Collected data
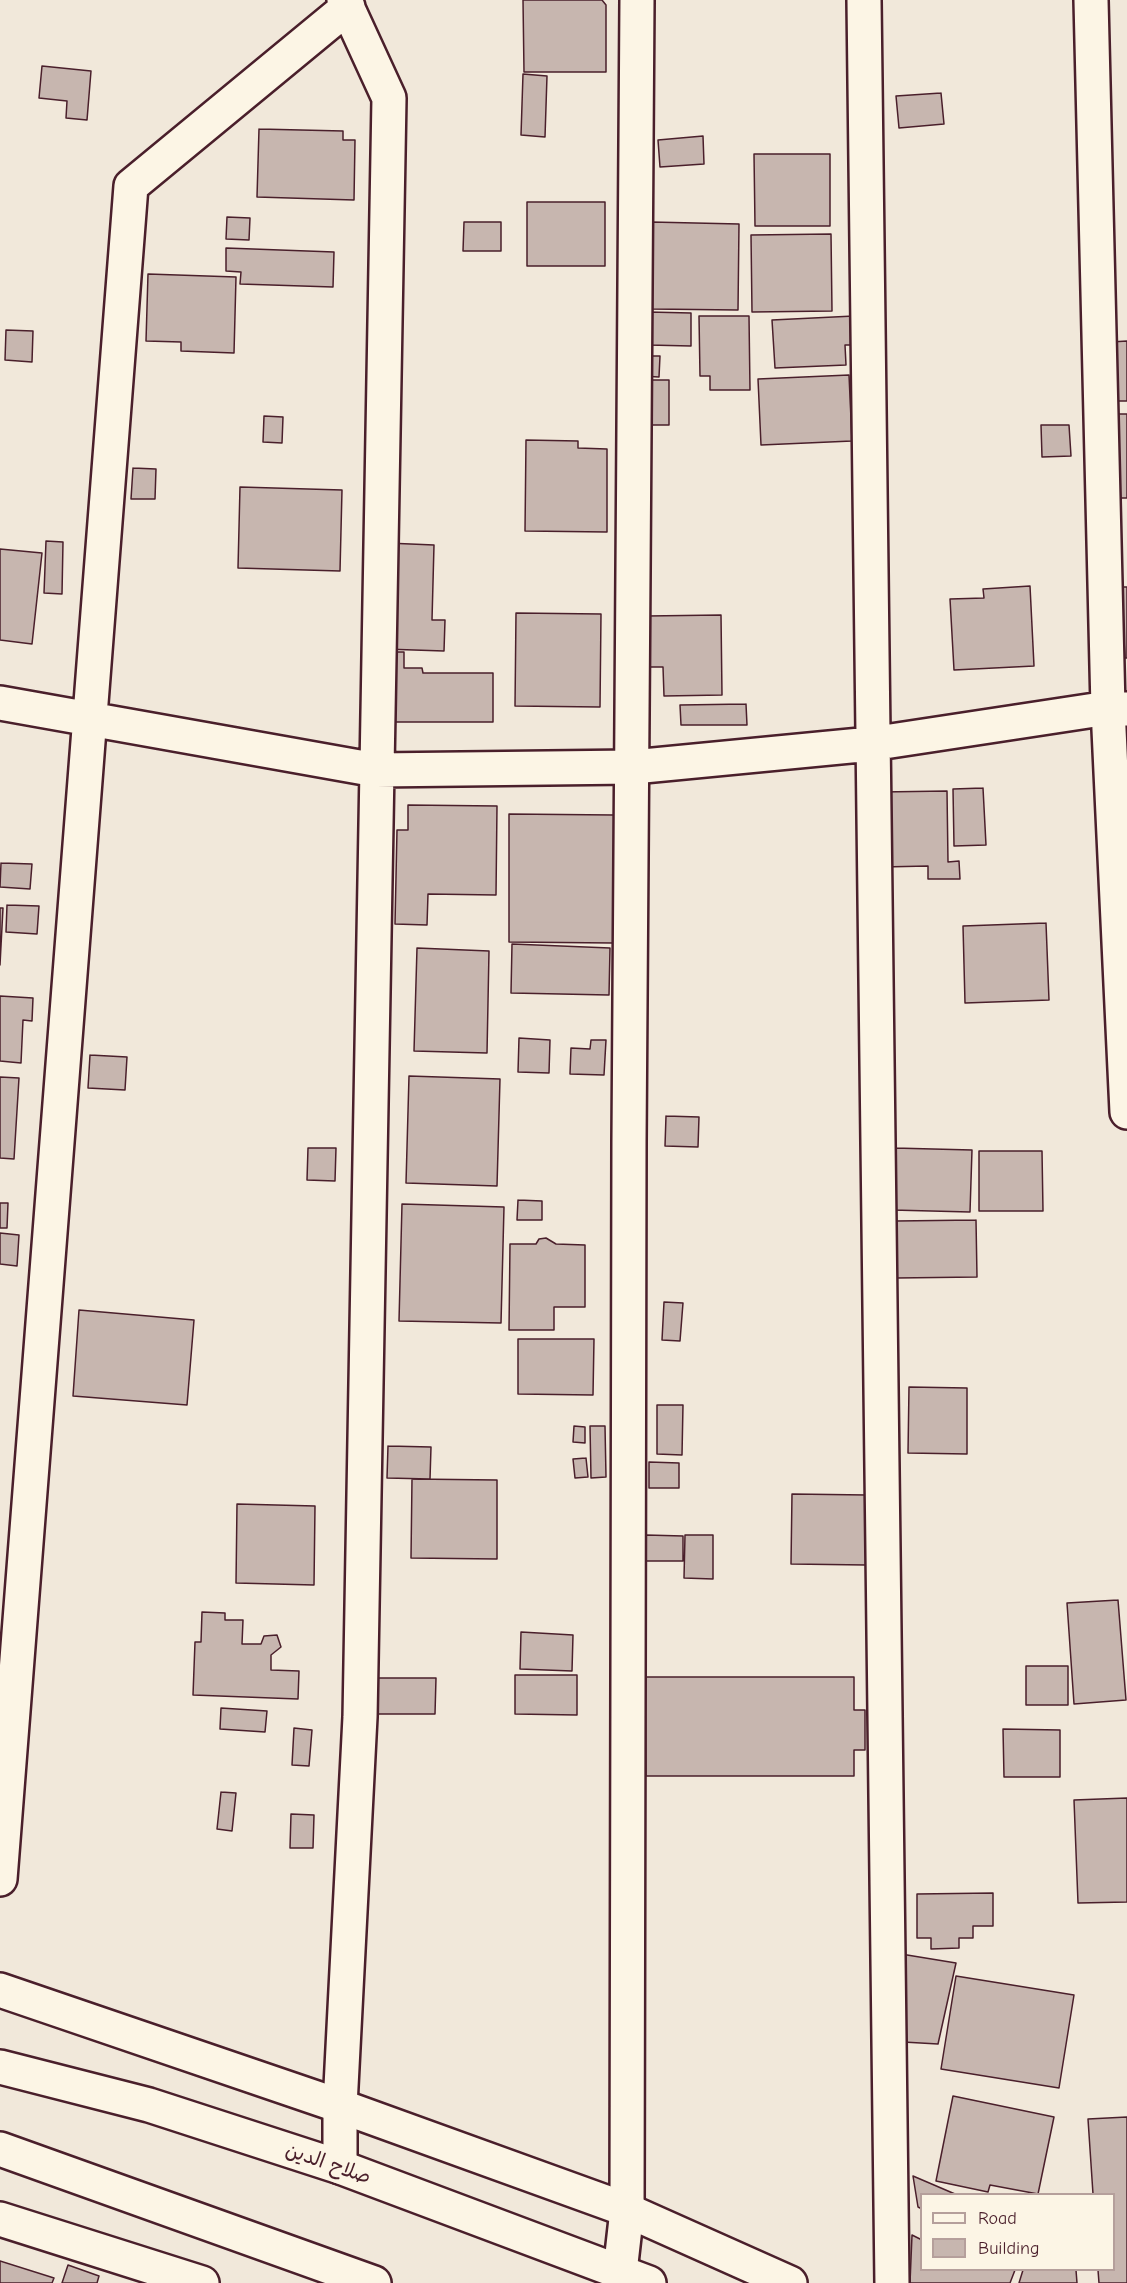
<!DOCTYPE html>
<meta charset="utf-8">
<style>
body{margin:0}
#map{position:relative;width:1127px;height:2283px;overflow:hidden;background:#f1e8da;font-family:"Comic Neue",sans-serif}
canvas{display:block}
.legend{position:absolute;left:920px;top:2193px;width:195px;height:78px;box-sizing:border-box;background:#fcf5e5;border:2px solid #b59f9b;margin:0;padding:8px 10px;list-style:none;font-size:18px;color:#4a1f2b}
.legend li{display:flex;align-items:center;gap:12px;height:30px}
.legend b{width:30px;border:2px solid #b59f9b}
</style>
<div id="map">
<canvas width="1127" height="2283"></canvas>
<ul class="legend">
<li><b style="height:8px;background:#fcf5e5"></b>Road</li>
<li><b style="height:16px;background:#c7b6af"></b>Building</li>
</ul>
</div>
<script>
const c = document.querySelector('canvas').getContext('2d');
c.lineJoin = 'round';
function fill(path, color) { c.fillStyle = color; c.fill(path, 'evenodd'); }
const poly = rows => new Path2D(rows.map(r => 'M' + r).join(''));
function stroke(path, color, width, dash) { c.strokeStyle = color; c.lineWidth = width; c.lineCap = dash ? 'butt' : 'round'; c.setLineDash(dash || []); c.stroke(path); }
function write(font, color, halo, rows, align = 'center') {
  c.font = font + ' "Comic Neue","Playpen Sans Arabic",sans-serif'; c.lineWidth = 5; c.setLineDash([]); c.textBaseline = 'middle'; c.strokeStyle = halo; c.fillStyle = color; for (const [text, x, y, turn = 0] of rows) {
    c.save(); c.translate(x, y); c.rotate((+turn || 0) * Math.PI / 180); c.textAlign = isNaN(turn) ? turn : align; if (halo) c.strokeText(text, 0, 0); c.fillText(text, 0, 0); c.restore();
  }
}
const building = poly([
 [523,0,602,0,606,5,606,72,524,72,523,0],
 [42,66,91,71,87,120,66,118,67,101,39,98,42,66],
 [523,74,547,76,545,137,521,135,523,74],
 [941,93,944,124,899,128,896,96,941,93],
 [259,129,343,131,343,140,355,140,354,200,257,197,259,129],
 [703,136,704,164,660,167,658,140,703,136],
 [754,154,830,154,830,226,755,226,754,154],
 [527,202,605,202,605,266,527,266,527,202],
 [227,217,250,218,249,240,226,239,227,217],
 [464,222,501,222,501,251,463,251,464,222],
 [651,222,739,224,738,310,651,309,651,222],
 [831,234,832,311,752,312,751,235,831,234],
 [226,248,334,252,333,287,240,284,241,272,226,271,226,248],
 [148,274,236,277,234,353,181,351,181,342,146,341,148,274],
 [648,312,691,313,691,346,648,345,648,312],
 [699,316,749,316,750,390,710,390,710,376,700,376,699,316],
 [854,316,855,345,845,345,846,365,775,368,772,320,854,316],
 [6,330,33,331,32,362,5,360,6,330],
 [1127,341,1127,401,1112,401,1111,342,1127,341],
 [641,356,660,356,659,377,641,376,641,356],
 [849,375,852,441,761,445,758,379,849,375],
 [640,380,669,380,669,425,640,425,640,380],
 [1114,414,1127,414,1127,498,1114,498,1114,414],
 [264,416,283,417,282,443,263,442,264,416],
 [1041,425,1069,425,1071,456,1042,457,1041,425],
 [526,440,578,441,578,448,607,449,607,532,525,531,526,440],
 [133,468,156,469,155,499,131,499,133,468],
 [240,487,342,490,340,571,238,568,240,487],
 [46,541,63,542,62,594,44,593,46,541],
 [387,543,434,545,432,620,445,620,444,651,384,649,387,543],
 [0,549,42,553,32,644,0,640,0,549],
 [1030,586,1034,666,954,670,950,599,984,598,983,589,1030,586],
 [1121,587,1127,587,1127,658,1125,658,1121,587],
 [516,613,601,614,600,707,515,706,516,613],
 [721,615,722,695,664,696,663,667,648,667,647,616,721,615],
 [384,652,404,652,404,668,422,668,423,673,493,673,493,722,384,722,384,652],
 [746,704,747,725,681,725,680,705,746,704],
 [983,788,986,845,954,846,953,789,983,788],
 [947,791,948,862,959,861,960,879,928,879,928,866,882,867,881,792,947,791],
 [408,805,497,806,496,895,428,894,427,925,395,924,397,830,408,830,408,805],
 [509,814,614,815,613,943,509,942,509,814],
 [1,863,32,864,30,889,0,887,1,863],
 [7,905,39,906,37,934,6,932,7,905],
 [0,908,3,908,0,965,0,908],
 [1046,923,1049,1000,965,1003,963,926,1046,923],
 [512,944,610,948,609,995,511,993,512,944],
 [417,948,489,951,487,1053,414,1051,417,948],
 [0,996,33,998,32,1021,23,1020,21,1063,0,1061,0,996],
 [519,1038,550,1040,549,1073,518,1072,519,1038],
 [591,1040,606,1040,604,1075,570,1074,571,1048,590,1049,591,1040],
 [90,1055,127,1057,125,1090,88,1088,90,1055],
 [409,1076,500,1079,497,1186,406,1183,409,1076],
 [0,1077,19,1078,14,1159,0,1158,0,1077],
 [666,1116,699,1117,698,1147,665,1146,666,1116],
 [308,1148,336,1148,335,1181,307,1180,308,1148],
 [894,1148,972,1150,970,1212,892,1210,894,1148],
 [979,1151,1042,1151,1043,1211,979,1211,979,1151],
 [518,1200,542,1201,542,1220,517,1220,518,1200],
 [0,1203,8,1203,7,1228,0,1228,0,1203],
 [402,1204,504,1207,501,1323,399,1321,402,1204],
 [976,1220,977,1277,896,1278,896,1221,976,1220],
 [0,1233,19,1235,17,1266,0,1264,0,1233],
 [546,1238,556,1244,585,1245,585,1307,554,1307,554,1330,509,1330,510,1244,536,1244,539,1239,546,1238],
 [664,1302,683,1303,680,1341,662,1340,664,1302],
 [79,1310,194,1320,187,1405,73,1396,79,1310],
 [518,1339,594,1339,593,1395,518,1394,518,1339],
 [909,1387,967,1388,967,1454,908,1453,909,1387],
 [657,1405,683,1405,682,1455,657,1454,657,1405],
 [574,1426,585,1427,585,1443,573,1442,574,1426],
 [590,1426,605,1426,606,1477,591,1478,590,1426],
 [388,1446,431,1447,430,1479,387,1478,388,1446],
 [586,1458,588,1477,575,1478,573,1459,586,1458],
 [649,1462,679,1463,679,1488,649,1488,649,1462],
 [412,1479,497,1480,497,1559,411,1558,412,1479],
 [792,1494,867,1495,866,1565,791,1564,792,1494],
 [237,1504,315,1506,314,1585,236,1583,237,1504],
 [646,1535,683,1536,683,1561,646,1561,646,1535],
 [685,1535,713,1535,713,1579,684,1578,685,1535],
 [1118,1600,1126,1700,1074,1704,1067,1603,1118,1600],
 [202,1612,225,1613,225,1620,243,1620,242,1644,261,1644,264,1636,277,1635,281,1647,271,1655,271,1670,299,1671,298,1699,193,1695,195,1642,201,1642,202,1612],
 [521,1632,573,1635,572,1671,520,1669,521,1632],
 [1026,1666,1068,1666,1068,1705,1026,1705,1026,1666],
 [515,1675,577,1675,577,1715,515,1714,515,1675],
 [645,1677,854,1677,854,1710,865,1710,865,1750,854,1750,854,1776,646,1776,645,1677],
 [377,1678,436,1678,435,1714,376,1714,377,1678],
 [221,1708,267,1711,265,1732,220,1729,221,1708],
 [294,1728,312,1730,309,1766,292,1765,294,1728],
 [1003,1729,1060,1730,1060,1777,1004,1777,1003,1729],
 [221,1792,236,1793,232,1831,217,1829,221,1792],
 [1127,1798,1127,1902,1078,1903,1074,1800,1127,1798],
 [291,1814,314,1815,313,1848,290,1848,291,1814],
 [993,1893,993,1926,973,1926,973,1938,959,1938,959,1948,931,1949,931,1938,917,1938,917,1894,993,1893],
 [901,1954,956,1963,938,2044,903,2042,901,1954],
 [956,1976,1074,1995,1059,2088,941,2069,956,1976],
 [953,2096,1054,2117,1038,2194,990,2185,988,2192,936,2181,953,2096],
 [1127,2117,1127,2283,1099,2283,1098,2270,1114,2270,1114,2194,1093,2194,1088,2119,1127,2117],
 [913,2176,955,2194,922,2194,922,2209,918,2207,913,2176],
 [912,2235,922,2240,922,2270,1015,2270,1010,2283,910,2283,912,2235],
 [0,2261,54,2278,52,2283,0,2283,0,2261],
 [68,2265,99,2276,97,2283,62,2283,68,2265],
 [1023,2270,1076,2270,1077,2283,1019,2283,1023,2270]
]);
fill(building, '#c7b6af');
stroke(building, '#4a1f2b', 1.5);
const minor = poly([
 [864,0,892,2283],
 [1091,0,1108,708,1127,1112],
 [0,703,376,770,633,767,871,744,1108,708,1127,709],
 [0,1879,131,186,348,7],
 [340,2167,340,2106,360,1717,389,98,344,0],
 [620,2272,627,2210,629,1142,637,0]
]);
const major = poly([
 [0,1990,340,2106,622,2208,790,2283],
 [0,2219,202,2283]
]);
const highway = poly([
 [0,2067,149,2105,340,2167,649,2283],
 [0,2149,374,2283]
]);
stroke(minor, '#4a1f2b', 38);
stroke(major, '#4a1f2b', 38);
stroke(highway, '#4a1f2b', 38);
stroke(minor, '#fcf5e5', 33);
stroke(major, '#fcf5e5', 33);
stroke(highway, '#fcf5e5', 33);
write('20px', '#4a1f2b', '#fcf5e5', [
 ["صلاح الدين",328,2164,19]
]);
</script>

» **Task description**
Read the data above and pull out each line that holds the string "turn".

» **Result of the task**
  c.font = font + ' "Comic Neue","Playpen Sans Arabic",sans-serif'; c.lineWidth = 5; c.setLineDash([]); c.textBaseline = 'middle'; c.strokeStyle = halo; c.fillStyle = color; for (const [text, x, y, turn = 0] of rows) {
    c.save(); c.translate(x, y); c.rotate((+turn || 0) * Math.PI / 180); c.textAlign = isNaN(turn) ? turn : align; if (halo) c.strokeText(text, 0, 0); c.fillText(text, 0, 0); c.restore();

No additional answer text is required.